■ Task
Render every line of the data exactly as written, and leave out the pictures.

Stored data
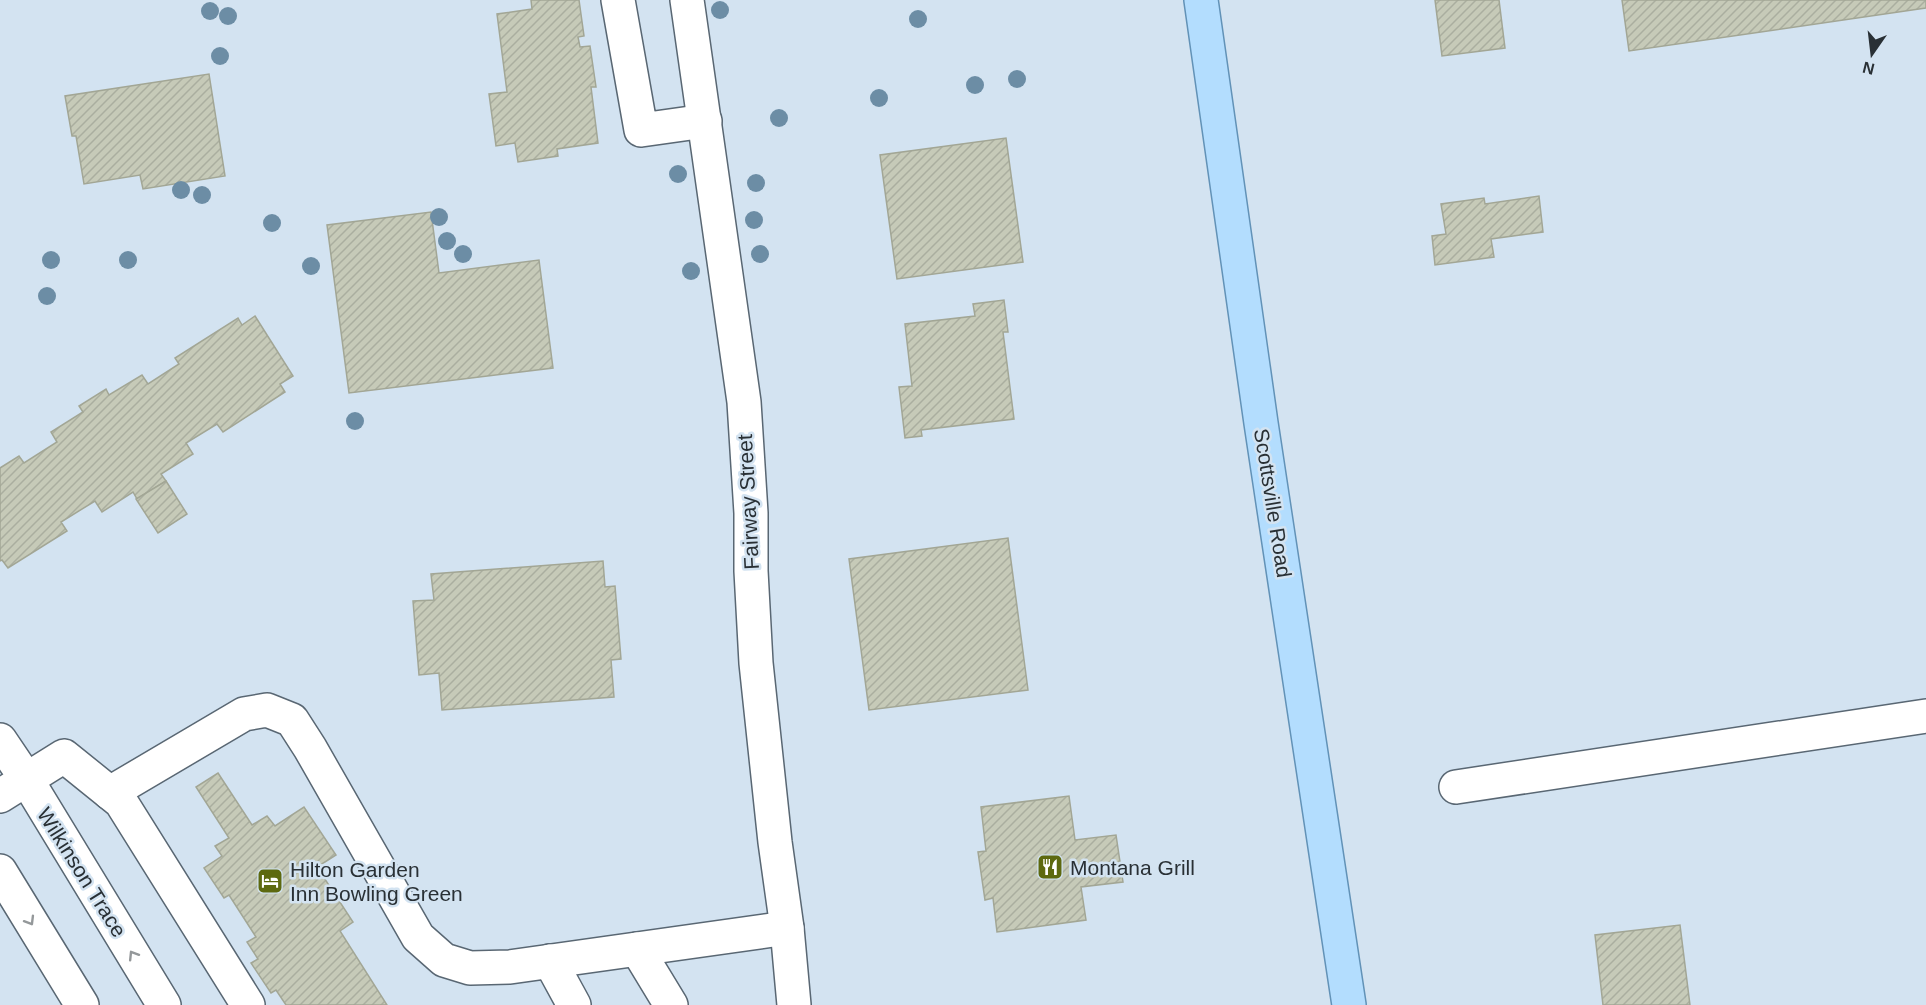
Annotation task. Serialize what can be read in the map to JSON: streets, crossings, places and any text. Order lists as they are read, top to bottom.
{
  "streets": {
    "main road": ["Scottsville Road"],
    "street": ["Fairway Street", "Wilkinson Trace"]
  },
  "places": {
    "restaurant": ["Montana Grill"],
    "hotel": ["Hilton Garden Inn Bowling Green"]
  },
  "north": "bottom"
}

■ Solution to the problem
Annotation task. Serialize what can be read in the map to JSON: streets, crossings, places and any text. Order lists as they are read, top to bottom.
{
  "streets": {
    "main road": ["Scottsville Road"],
    "street": ["Fairway Street", "Wilkinson Trace"]
  },
  "places": {
    "restaurant": ["Montana Grill"],
    "hotel": ["Hilton Garden Inn Bowling Green"]
  },
  "north": "bottom"
}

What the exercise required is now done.